The deportees, among them more than 80 children, arrived on flights from the US shortly after the deal between the two governments was struck in February.All 200 had been screened by US authorities and found to have "no links to terrorist groups", Costa Rican migration authorities said.They were taken to the Temporary Migrant Care Centre (Catem), 360km (220 miles) south of the capital, San José.A report by rights organisations said they were held there "arbitrarily and illegally for more than 60 days" without access to legal counsel or information in their respective languages.
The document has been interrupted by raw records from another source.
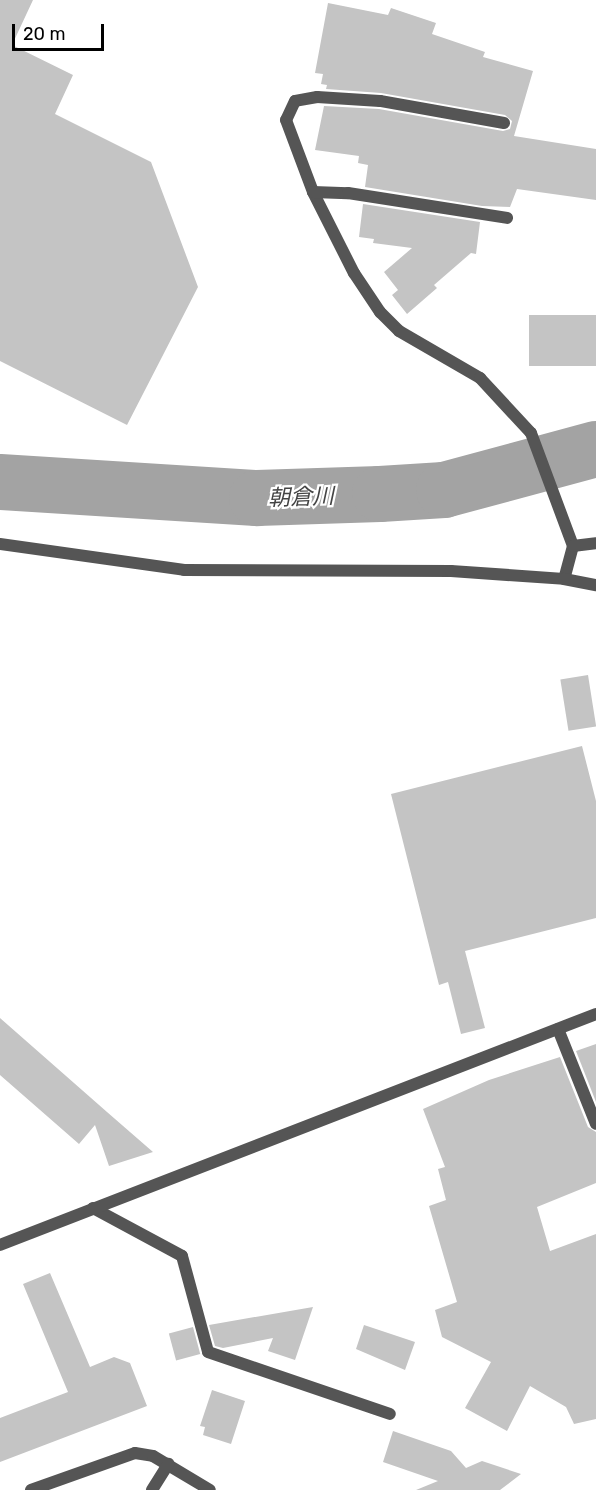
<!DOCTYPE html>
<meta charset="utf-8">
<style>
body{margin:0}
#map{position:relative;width:596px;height:1490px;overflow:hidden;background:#fff;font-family:Rubik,"Noto Sans JP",sans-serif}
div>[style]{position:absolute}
.river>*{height:56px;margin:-28px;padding:0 28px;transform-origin:28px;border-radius:28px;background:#a3a3a3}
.building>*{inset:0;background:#c4c4c4;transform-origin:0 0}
.service>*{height:12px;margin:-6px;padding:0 6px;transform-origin:6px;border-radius:6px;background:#555}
.minor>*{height:12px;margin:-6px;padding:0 6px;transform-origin:6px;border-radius:6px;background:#555}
.tertiary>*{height:12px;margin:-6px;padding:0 6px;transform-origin:6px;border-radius:6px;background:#555}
span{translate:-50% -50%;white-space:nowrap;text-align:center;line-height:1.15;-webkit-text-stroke:4.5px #fff;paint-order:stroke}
.water-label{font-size:22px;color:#444;font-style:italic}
.scale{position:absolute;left:12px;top:24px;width:92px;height:27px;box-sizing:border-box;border:3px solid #000;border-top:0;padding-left:8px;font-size:18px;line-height:21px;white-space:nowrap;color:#000;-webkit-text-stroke:4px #fff;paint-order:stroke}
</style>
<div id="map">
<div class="river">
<div style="left:0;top:482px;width:257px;rotate:3.6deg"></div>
<div style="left:257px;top:498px;width:123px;rotate:-1.9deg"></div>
<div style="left:380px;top:494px;width:64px;rotate:-3.6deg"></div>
<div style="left:444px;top:490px;width:157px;rotate:-15.1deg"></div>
</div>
<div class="building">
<div style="clip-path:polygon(0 0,33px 0,12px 45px,73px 75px,55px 114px,151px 162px,198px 287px,127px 425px,0 361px)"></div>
<div style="clip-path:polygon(328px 3px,388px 15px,391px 8px,436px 23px,432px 34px,485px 52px,483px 57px,533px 71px,514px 136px,596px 149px,596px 200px,517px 189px,510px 207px,482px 206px,365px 187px,368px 165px,358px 163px,359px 156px,315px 150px,324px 106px,379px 109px,503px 131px,510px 129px,512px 121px,505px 115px,381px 93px,326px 89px,327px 85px,321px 84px,323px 74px,315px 73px)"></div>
<div style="clip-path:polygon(363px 204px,480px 222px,476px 254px,471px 253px,434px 285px,437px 288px,407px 314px,392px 295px,398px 290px,384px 272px,412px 248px,373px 243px,374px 239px,359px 237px)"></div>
<div style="left:596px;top:315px;width:51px;height:67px;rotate:90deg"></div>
<div style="left:588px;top:675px;width:52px;height:28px;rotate:81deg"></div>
<div style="clip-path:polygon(582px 746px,596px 801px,596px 918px,465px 951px,485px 1028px,461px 1034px,448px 982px,439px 985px,391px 794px)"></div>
<div style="clip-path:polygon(0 1018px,107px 1112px,153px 1152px,109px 1166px,95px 1125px,79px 1144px,0 1075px)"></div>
<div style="clip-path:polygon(596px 1044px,596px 1102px,576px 1051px)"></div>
<div style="clip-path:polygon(560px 1057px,588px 1127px,596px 1132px,596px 1183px,537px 1207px,550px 1251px,596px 1234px,596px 1419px,574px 1424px,566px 1407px,530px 1386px,507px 1431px,465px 1408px,491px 1362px,442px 1337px,435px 1310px,457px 1302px,429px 1206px,446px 1200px,438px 1169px,445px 1167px,423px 1109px,489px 1080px)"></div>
<div style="clip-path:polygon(50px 1273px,90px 1367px,114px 1357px,130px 1363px,147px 1406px,0 1462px,0 1418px,68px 1392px,23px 1284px)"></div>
<div style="clip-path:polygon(313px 1307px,295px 1360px,268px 1351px,273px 1338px,223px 1348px,215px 1346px,209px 1325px)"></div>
<div style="clip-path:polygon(364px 1325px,415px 1342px,405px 1370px,356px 1349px)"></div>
<div style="left:193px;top:1327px;width:28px;height:25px;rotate:75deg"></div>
<div style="clip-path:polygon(212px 1390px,245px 1401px,231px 1444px,203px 1435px,205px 1427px,200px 1426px)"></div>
<div style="clip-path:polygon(393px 1431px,451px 1451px,466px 1468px,482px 1461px,521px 1474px,500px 1490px,416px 1490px,438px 1481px,383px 1462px)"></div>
</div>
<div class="service">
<div style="left:93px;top:1208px;width:101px;rotate:28.3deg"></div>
<div style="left:182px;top:1256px;width:99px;rotate:74.8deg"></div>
<div style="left:208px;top:1352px;width:192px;rotate:18.8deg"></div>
<div style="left:31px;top:1490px;width:110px;rotate:-19.6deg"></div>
<div style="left:135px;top:1453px;width:18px;rotate:9deg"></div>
<div style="left:153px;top:1456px;width:66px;rotate:30.8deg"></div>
<div style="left:152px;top:1490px;width:31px;rotate:-58deg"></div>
</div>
<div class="minor">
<div style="left:504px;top:123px;width:126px;rotate:-169.9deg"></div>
<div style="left:380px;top:101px;width:63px;rotate:-176.4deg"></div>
<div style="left:317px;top:97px;width:22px;rotate:170deg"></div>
<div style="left:295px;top:101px;width:21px;rotate:115deg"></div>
<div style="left:286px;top:120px;width:77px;rotate:69.4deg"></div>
<div style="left:313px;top:192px;width:91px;rotate:63.2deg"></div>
<div style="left:354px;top:273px;width:47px;rotate:56.3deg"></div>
<div style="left:380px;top:312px;width:27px;rotate:45deg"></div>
<div style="left:399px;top:331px;width:94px;rotate:30.1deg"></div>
<div style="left:480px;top:378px;width:75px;rotate:47.2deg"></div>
<div style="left:531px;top:433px;width:121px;rotate:69.6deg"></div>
<div style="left:573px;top:546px;width:34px;rotate:105deg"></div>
<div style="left:313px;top:192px;width:35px;rotate:2deg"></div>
<div style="left:348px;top:193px;width:161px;rotate:8.9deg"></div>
<div style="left:573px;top:546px;width:23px;rotate:-7deg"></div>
<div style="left:558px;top:1029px;width:102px;rotate:68.2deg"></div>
<div style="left:0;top:1245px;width:639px;rotate:-21.19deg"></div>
</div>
<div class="tertiary">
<div style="left:0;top:544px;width:186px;rotate:8deg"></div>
<div style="left:184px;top:570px;width:267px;rotate:0.2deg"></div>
<div style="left:451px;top:571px;width:113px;rotate:4deg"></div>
<div style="left:564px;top:579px;width:33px;rotate:11deg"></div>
</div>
<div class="water-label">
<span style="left:301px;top:497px;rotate:-2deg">朝倉川</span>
</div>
<div class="scale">20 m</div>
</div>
In the face of mounting criticism, Costa Rican migration authorities granted the deportees temporary special status in April, allowing them to move freely outside the shelter where they were being held. In Tuesday's ruling, four out of the seven judges said that the conditions under which the deportees were held had violated their rights. Among the failures recorded by the court were fact that they had been deprived of their freedom of movement without a prior individual ruling, that their communications with the outside had been restricted, and that they had not been told about the possibility of applying for refugee status. Since they were expelled from the US, some of the 200 deportees have been voluntarily repatriated to their homelands but 28 remain at Catem, according to official figures. Under the ruling, Costa Rican migration authorities have been given two weeks to define the migration status of each of the remaining deportees as well as determine what type of state assistance they may require. The court did determine, however, that the government had acted within its rights when it struck the deal with the Trump administration to accept deported migrants from third countries. Costa Rica was the third nation in Central America to strike such a deal with the Trump administration after Panama and El Salvador.The deportation of migrants to countries other than their homeland has been challenged in the US as well as in Costa Rica. However, the US Supreme Court reversed a lower court order on Monday that required that migrants be given the chance to challenge the deportations because they could be at risk of torture, persecution or death in the country they were deported to.